Lucía Villar-Muñoz is a Postdoc researcher in the Department of Geophysics at the Universidad de Chile, where her focus is to search the energy and mineral resources of the Chilean continental shelf. She has been studying gas hydrates in the margin of Chile for more than 10 years and mapping the areas where to find this energy resource to evaluate its possible escape in shallow areas as a consequence of the increase of temperature in the oceans. She has also spent the last 5 years working on data collection for environmental impact assessment associated with future deep-sea mining, mainly polymetallic nodule mining in the Clarion-Clipperton fracture zone.

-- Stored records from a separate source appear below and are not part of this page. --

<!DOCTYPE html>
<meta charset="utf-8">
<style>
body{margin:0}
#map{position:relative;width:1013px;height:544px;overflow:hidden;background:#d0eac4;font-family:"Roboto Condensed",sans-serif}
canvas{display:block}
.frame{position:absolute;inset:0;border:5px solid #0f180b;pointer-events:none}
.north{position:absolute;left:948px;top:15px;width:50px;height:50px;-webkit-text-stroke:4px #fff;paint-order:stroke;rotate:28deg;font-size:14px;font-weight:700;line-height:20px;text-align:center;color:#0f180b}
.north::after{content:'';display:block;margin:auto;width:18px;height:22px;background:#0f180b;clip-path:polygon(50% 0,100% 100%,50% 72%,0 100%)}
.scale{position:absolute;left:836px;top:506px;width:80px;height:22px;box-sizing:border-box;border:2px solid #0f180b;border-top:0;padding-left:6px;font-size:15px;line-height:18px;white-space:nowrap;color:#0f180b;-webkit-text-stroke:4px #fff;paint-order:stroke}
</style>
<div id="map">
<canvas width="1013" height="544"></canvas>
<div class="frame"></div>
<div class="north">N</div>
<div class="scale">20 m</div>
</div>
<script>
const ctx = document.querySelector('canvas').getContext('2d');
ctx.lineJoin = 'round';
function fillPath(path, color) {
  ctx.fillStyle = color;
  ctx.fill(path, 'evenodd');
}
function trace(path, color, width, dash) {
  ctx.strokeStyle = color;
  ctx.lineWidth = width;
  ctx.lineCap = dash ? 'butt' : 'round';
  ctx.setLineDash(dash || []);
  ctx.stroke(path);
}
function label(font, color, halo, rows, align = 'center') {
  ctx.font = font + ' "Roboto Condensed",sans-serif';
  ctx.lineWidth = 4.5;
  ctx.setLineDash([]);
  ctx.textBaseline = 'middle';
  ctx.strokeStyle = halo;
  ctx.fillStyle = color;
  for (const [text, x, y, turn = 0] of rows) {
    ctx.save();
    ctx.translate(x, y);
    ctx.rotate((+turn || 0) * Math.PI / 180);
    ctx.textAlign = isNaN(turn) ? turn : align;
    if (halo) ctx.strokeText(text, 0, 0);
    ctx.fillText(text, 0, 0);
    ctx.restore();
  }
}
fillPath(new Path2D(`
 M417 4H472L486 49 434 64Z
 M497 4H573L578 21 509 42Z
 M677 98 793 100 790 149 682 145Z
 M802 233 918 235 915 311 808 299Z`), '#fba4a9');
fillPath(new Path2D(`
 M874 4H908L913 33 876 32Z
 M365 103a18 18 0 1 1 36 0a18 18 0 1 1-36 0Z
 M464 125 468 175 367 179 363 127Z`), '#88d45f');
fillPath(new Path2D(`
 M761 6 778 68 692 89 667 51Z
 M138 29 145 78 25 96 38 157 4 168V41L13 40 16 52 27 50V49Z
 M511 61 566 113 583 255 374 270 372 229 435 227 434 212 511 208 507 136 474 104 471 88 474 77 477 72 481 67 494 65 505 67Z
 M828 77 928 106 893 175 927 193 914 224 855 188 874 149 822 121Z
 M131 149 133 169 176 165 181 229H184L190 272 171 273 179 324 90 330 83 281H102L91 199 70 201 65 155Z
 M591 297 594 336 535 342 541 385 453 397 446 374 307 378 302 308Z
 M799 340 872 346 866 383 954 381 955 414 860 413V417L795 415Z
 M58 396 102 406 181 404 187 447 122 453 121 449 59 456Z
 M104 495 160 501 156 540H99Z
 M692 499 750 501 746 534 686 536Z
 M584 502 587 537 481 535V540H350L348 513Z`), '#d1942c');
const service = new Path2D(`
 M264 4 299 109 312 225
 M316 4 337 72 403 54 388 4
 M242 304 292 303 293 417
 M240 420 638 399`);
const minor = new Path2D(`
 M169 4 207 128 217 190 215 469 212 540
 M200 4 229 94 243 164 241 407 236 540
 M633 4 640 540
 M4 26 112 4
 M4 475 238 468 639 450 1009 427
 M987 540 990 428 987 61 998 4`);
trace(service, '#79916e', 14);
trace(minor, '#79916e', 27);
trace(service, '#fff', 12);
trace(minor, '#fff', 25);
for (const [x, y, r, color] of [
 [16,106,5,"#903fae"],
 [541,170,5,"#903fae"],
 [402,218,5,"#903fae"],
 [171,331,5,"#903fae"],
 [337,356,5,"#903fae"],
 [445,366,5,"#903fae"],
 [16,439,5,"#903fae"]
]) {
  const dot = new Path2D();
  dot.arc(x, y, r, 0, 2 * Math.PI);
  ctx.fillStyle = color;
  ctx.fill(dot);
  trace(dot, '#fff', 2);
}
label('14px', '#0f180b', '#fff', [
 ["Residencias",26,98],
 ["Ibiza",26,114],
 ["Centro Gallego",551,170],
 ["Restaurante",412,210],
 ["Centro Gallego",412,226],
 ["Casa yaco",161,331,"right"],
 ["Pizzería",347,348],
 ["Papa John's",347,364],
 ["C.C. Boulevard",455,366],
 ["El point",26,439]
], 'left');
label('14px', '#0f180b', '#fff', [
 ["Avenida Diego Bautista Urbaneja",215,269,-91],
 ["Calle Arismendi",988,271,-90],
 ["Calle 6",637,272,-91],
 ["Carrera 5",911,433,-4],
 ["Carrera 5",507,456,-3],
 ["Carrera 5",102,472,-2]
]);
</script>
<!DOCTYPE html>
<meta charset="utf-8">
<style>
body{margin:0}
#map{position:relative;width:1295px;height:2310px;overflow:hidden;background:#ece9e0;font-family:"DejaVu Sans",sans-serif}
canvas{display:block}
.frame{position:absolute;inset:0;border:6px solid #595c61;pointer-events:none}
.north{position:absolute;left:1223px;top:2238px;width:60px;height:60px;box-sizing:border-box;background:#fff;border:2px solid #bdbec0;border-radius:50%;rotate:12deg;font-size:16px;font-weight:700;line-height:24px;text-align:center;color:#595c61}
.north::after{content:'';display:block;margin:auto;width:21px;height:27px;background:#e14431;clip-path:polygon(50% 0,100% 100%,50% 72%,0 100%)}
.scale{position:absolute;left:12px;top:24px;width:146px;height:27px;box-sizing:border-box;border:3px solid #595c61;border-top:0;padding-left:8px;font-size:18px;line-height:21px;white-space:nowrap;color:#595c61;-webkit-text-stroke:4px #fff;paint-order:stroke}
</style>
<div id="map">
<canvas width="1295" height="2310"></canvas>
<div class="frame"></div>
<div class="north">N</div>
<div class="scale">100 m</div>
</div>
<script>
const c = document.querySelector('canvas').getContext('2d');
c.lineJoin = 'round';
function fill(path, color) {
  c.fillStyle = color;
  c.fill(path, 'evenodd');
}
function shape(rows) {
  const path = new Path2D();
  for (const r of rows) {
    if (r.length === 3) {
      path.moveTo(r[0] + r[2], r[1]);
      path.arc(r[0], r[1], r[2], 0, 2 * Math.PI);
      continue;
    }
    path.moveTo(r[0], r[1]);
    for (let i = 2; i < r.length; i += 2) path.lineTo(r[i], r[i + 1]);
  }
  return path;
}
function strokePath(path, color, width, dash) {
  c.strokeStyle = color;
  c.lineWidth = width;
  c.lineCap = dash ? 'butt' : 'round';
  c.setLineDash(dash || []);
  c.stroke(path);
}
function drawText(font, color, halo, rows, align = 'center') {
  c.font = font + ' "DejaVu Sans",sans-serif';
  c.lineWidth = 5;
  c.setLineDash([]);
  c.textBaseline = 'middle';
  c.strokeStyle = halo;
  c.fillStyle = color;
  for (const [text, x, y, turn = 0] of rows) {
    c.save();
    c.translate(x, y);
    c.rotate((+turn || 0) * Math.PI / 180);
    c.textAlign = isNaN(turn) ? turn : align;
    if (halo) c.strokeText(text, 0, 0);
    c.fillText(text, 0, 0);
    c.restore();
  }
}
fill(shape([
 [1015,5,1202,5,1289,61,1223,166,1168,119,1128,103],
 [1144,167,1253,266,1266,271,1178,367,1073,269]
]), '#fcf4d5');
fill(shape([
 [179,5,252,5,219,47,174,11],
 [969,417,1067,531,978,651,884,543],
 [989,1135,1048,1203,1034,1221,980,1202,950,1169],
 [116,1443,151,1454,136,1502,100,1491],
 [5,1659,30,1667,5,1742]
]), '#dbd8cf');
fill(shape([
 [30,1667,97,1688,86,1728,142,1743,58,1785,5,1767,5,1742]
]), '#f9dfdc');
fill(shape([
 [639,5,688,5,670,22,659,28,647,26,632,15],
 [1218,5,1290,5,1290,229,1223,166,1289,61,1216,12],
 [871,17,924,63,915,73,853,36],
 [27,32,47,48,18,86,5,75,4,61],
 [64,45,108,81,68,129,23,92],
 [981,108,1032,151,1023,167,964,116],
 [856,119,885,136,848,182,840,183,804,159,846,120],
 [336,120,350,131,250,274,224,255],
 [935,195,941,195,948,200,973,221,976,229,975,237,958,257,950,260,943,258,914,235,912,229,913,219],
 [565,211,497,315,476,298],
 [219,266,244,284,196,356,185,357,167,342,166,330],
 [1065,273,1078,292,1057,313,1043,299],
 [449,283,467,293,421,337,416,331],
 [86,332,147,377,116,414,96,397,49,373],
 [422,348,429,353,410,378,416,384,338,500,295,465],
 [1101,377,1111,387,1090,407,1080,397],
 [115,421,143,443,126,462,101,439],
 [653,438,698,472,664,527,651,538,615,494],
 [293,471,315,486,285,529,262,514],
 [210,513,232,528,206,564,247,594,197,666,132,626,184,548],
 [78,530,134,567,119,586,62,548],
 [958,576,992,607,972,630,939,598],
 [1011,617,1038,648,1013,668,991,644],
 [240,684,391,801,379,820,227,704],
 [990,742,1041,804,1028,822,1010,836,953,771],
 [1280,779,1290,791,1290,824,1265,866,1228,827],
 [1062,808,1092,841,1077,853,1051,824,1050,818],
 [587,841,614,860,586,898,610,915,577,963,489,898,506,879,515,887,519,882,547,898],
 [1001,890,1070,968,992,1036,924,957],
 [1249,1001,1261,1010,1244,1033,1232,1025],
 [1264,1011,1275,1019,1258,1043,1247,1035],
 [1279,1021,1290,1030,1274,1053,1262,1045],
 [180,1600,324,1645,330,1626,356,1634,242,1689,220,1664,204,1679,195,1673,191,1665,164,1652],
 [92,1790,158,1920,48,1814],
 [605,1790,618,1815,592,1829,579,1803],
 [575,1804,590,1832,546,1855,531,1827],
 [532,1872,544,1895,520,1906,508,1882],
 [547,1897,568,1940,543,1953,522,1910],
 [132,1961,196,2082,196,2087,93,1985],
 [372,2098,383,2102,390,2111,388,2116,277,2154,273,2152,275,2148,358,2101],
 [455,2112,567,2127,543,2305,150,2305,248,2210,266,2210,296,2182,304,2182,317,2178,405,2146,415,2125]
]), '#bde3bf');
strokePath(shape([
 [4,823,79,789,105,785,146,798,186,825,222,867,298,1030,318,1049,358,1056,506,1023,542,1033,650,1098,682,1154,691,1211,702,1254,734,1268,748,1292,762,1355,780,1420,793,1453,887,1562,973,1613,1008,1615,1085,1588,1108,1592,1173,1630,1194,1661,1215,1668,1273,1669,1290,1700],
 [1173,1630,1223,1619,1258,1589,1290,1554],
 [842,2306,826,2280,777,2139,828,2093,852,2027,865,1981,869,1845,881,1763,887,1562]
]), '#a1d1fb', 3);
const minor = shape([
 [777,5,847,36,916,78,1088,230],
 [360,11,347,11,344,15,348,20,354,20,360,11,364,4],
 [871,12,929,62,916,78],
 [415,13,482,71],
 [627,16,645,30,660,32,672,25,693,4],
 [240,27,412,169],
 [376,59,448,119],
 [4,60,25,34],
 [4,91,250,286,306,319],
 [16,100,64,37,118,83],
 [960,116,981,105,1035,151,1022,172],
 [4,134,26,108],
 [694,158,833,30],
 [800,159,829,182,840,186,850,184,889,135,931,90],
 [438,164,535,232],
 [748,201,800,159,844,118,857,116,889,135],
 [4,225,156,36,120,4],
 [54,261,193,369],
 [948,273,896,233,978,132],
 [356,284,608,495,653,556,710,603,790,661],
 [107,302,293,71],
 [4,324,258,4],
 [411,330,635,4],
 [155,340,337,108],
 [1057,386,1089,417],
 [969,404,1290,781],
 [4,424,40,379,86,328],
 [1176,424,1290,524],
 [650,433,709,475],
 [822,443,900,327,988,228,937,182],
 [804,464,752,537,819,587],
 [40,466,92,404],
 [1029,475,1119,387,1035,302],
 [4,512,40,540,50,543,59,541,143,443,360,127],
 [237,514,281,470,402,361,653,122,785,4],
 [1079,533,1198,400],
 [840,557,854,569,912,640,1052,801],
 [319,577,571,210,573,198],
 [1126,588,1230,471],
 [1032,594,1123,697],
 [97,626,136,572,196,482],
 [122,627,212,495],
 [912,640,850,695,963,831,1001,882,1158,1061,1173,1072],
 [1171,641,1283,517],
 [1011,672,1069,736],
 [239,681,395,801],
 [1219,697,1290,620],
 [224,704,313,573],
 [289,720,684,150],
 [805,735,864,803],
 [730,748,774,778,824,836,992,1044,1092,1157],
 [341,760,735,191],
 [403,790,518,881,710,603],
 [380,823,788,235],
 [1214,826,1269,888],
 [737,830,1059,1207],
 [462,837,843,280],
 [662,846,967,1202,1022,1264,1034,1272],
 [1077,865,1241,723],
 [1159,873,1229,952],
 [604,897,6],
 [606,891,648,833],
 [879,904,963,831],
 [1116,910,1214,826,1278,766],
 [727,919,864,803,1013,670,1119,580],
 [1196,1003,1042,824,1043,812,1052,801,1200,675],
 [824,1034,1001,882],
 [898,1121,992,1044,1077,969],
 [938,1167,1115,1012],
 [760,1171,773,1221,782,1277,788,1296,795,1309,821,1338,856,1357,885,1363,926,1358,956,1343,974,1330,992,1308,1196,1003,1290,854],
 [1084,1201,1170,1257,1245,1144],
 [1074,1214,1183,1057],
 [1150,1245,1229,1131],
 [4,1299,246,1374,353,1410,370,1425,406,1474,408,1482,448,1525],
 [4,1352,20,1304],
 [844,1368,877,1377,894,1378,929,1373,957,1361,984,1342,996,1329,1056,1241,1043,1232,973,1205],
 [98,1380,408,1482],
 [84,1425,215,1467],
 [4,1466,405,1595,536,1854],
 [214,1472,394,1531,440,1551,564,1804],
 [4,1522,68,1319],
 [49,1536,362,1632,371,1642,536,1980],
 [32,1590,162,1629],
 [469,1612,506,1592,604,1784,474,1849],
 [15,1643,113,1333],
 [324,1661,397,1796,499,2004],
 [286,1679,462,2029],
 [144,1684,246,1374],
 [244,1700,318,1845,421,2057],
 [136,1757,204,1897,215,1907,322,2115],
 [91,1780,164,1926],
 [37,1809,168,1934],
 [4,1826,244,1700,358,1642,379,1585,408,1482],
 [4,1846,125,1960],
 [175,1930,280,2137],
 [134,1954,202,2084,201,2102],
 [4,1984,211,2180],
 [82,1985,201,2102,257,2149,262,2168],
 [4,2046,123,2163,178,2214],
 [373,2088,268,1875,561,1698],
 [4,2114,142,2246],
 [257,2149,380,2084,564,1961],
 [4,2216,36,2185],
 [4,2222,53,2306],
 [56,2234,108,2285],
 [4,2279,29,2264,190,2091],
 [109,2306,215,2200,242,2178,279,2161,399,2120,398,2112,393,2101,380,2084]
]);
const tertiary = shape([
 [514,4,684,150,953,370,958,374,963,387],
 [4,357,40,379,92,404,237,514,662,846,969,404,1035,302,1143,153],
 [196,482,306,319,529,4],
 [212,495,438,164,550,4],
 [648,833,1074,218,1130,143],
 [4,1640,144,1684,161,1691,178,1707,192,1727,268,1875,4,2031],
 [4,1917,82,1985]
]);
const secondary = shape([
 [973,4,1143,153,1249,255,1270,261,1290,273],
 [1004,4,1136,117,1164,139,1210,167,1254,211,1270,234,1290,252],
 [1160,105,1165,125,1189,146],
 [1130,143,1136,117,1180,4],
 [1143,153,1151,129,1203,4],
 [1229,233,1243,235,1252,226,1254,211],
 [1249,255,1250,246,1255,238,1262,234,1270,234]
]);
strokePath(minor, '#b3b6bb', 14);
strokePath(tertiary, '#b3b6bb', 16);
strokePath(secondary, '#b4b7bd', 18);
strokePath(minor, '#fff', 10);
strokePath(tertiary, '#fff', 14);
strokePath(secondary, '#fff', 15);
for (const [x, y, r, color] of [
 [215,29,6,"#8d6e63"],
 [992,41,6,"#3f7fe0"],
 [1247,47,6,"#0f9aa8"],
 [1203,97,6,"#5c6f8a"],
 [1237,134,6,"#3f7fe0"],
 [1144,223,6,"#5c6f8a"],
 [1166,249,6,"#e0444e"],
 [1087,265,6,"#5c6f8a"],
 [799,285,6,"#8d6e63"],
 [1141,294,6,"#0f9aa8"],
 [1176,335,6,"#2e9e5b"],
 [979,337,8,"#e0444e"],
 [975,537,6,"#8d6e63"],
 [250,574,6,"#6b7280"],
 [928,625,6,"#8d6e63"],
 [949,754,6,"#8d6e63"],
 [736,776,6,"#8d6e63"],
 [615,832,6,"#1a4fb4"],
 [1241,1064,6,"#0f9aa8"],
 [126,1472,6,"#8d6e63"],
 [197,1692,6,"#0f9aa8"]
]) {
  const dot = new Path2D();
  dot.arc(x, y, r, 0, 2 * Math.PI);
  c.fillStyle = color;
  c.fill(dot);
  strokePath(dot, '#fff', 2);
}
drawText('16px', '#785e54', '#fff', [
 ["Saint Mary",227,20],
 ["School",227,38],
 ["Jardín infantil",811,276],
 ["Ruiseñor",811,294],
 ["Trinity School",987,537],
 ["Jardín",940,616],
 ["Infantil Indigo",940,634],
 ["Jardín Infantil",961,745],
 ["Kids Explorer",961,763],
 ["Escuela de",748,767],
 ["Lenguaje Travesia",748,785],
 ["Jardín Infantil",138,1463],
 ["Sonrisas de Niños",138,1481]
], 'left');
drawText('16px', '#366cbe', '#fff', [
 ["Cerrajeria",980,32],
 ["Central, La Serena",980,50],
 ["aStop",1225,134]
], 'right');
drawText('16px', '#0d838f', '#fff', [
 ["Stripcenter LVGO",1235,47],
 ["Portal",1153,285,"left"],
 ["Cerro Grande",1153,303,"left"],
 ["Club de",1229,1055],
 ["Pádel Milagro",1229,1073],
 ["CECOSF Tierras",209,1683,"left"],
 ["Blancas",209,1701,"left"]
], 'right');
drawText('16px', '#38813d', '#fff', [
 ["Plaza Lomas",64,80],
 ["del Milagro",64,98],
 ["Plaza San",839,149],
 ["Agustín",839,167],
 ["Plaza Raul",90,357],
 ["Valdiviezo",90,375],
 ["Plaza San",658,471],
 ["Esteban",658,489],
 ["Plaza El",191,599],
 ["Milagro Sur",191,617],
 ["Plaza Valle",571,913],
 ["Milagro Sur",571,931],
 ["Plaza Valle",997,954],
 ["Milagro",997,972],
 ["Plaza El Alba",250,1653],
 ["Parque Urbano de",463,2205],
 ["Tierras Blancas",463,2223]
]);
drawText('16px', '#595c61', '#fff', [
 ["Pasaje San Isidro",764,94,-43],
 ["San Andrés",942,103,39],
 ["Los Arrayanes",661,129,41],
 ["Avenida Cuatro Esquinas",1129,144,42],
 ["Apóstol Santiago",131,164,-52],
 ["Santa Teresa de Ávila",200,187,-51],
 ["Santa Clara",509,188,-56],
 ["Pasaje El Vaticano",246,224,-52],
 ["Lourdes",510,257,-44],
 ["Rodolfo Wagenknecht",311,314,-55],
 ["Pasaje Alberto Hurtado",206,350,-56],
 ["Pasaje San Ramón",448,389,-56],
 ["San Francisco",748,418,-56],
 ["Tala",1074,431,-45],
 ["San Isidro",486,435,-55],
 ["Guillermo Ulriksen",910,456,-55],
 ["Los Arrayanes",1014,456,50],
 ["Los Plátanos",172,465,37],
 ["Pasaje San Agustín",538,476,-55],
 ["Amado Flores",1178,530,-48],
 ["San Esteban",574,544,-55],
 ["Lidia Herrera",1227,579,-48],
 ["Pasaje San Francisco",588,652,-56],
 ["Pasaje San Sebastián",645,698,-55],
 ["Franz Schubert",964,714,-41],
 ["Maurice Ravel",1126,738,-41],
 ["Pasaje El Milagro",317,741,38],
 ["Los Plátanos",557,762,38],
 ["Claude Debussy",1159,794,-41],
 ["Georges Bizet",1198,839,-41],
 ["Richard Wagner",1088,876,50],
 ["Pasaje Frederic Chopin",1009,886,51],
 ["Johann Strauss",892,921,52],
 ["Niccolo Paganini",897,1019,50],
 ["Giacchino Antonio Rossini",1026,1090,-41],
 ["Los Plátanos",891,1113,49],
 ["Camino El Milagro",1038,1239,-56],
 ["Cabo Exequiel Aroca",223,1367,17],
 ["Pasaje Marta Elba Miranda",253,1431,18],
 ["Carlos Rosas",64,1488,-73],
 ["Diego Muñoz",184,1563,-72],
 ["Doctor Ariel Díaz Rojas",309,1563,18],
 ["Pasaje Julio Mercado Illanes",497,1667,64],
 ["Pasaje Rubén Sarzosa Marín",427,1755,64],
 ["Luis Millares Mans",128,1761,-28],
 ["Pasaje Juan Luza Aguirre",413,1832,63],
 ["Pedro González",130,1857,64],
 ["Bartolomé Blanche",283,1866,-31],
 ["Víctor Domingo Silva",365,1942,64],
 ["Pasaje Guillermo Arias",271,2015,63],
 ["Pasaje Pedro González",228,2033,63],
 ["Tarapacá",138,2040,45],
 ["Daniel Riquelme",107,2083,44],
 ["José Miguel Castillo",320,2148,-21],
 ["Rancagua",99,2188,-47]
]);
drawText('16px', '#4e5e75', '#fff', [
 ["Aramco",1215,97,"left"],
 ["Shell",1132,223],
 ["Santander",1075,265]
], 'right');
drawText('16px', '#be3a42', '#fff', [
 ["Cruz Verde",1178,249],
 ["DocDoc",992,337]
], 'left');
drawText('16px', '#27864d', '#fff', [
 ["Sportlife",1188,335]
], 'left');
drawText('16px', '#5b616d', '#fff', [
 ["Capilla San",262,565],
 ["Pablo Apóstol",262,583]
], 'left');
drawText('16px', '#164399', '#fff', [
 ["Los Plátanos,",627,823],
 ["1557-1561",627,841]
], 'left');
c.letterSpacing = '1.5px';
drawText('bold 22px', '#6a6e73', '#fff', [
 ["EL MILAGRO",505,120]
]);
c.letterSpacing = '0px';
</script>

Lucia received her Ph.D. (cum laude) at GEOMAR Helmholtz Centre for Ocean Research Kiel in Germany where she analyzed more than 150 seismic profiles in the Chile margin to map gas hydrates and understand their relationship with heat flow, in fact, many of these seismic profiles were acquired by herself while embarking on geophysical vessels during her bachelor’s degree. 

For this reason, Lucia is returning to sea on the Chile Margin expedition, accompanying the marine geophysics team and her task is to take new heat flow data in the seep areas they discover on this expedition. She hopes that the whole team manages to find seep areas on the platform and hopes to fulfill her lifelong dream, which is to see in situ how methane gas bubbles escape from the seafloor and to gaze at the fauna associated with these escapes.